### PROBLEM TO SOLVE
Any picture in the material should be left out, while all other lines are copied exactly.
(RECORDS SUPPLIED)
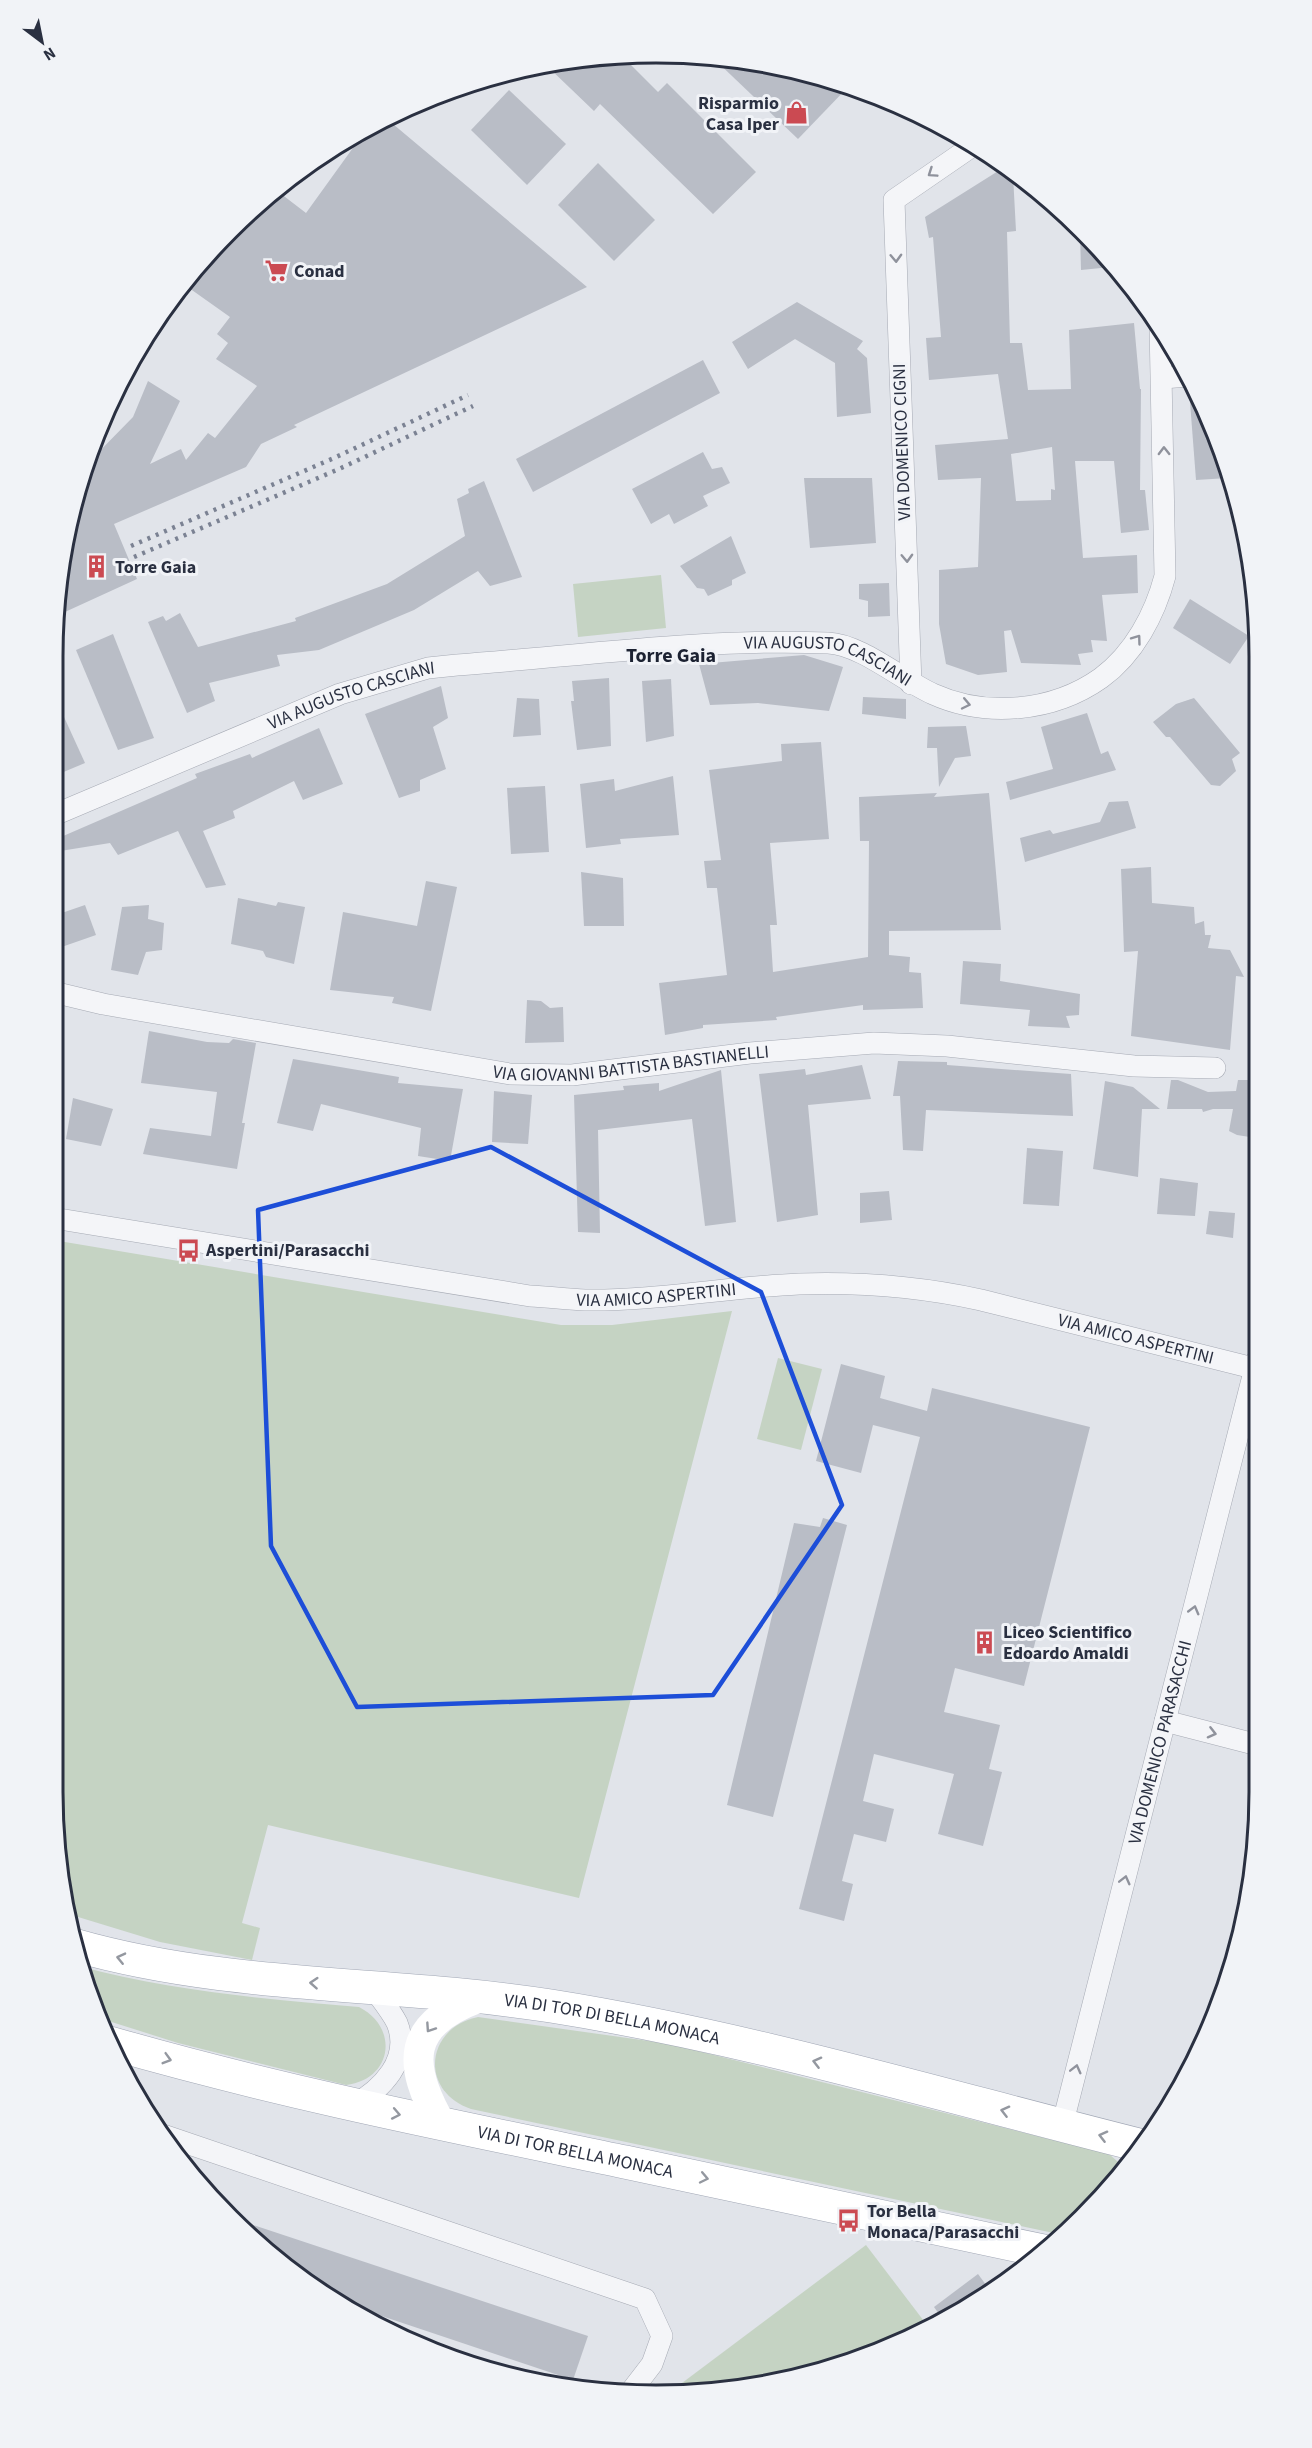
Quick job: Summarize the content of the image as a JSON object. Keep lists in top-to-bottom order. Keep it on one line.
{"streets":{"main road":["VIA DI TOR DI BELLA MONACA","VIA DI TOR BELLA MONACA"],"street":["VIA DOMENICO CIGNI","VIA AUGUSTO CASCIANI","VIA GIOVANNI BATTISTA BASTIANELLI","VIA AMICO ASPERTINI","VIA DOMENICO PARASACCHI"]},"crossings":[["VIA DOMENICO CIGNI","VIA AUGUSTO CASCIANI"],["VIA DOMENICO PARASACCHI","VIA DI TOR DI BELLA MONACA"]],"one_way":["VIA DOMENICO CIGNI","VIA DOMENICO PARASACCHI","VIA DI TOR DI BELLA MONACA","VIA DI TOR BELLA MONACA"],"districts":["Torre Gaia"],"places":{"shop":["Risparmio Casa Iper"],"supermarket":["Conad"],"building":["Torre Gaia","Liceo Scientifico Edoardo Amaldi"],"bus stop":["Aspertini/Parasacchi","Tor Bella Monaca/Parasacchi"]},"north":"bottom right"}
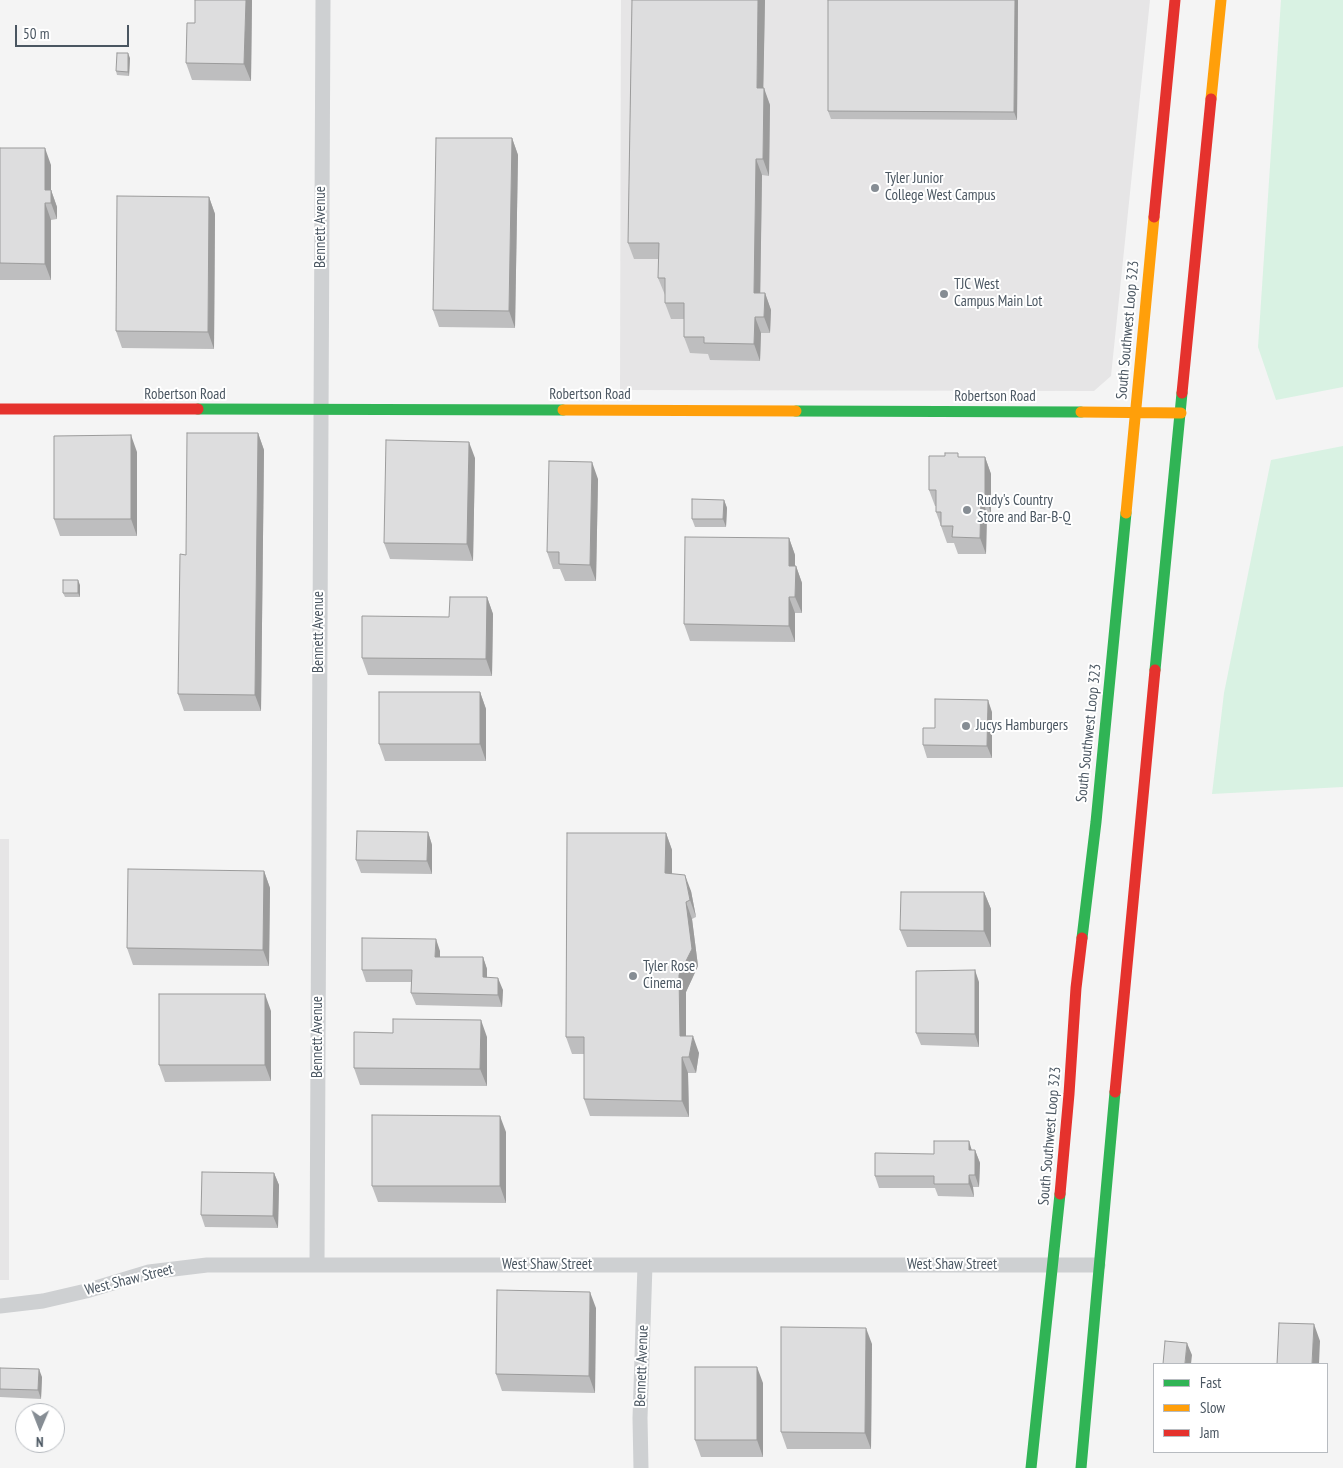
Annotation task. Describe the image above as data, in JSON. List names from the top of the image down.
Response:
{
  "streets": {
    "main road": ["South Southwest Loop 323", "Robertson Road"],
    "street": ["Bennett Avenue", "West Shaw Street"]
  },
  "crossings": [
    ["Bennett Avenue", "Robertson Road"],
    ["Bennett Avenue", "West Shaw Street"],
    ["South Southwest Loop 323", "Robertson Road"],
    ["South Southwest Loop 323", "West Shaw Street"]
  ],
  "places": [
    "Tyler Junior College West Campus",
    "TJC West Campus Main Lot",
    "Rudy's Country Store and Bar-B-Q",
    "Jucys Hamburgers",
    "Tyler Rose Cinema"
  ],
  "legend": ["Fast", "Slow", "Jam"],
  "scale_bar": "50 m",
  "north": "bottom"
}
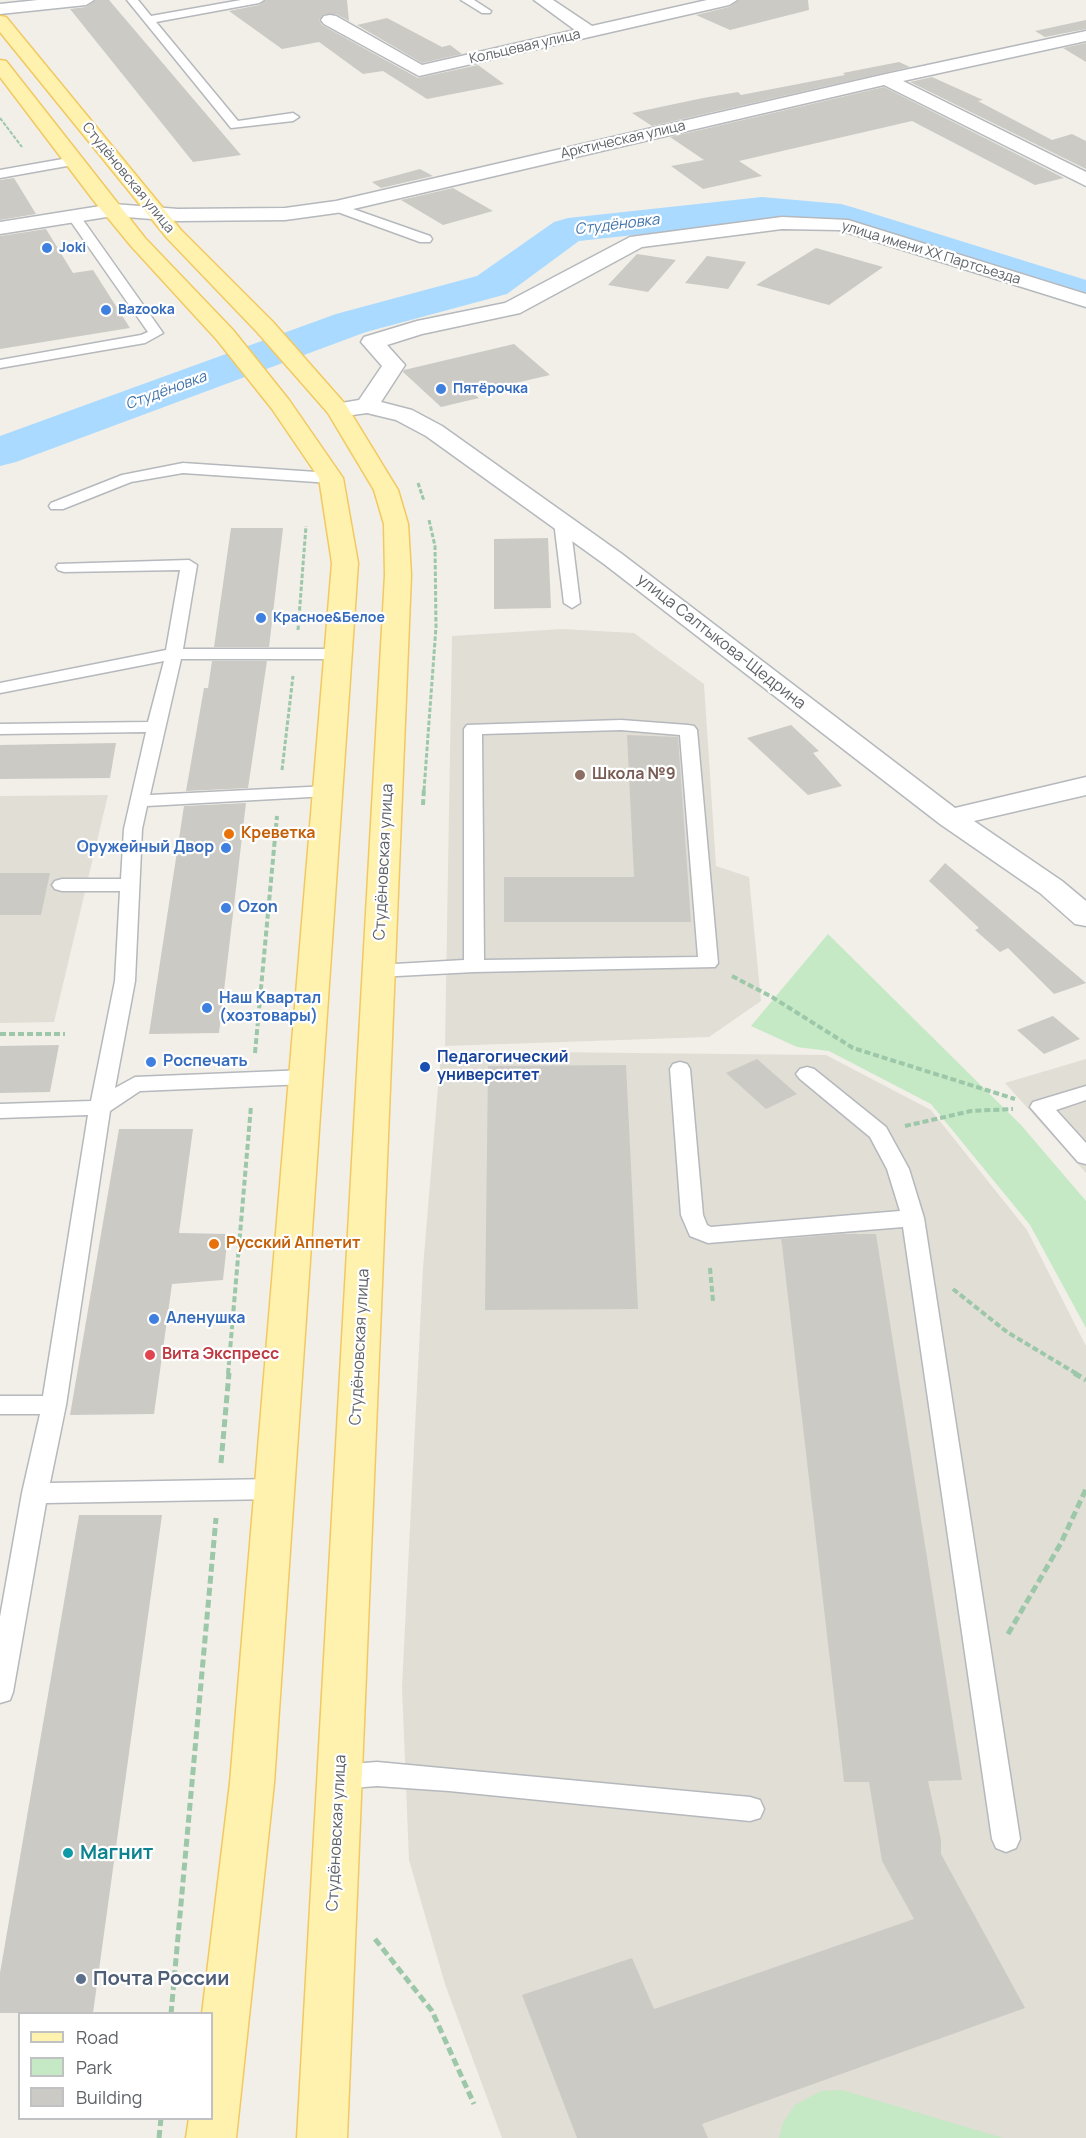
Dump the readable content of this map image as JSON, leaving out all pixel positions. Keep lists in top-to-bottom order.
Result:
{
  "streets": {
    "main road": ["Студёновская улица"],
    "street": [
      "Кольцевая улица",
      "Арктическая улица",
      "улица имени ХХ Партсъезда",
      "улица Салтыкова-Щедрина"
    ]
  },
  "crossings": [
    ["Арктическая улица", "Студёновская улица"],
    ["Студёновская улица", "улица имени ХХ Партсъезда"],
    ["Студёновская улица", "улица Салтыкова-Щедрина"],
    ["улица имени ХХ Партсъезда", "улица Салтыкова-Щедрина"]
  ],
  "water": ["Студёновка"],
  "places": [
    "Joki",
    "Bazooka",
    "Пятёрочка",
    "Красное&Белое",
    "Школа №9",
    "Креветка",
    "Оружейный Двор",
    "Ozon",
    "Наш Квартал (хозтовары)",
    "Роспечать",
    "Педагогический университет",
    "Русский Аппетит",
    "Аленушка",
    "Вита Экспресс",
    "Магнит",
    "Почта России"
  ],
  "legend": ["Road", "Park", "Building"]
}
(End RECORDS SUPPLIED)
### SOLUTION BELOW
Quick job: Summarize the content of the image as a JSON object. Keep lists in top-to-bottom order. Keep it on one line.
{"streets":{"main road":["VIA DI TOR DI BELLA MONACA","VIA DI TOR BELLA MONACA"],"street":["VIA DOMENICO CIGNI","VIA AUGUSTO CASCIANI","VIA GIOVANNI BATTISTA BASTIANELLI","VIA AMICO ASPERTINI","VIA DOMENICO PARASACCHI"]},"crossings":[["VIA DOMENICO CIGNI","VIA AUGUSTO CASCIANI"],["VIA DOMENICO PARASACCHI","VIA DI TOR DI BELLA MONACA"]],"one_way":["VIA DOMENICO CIGNI","VIA DOMENICO PARASACCHI","VIA DI TOR DI BELLA MONACA","VIA DI TOR BELLA MONACA"],"districts":["Torre Gaia"],"places":{"shop":["Risparmio Casa Iper"],"supermarket":["Conad"],"building":["Torre Gaia","Liceo Scientifico Edoardo Amaldi"],"bus stop":["Aspertini/Parasacchi","Tor Bella Monaca/Parasacchi"]},"north":"bottom right"}
Annotation task. Describe the image above as data, in JSON. List names from the top of the image down.
Response:
{
  "streets": {
    "main road": ["South Southwest Loop 323", "Robertson Road"],
    "street": ["Bennett Avenue", "West Shaw Street"]
  },
  "crossings": [
    ["Bennett Avenue", "Robertson Road"],
    ["Bennett Avenue", "West Shaw Street"],
    ["South Southwest Loop 323", "Robertson Road"],
    ["South Southwest Loop 323", "West Shaw Street"]
  ],
  "places": [
    "Tyler Junior College West Campus",
    "TJC West Campus Main Lot",
    "Rudy's Country Store and Bar-B-Q",
    "Jucys Hamburgers",
    "Tyler Rose Cinema"
  ],
  "legend": ["Fast", "Slow", "Jam"],
  "scale_bar": "50 m",
  "north": "bottom"
}
Dump the readable content of this map image as JSON, leaving out all pixel positions. Keep lists in top-to-bottom order.
Result:
{
  "streets": {
    "main road": ["Студёновская улица"],
    "street": [
      "Кольцевая улица",
      "Арктическая улица",
      "улица имени ХХ Партсъезда",
      "улица Салтыкова-Щедрина"
    ]
  },
  "crossings": [
    ["Арктическая улица", "Студёновская улица"],
    ["Студёновская улица", "улица имени ХХ Партсъезда"],
    ["Студёновская улица", "улица Салтыкова-Щедрина"],
    ["улица имени ХХ Партсъезда", "улица Салтыкова-Щедрина"]
  ],
  "water": ["Студёновка"],
  "places": [
    "Joki",
    "Bazooka",
    "Пятёрочка",
    "Красное&Белое",
    "Школа №9",
    "Креветка",
    "Оружейный Двор",
    "Ozon",
    "Наш Квартал (хозтовары)",
    "Роспечать",
    "Педагогический университет",
    "Русский Аппетит",
    "Аленушка",
    "Вита Экспресс",
    "Магнит",
    "Почта России"
  ],
  "legend": ["Road", "Park", "Building"]
}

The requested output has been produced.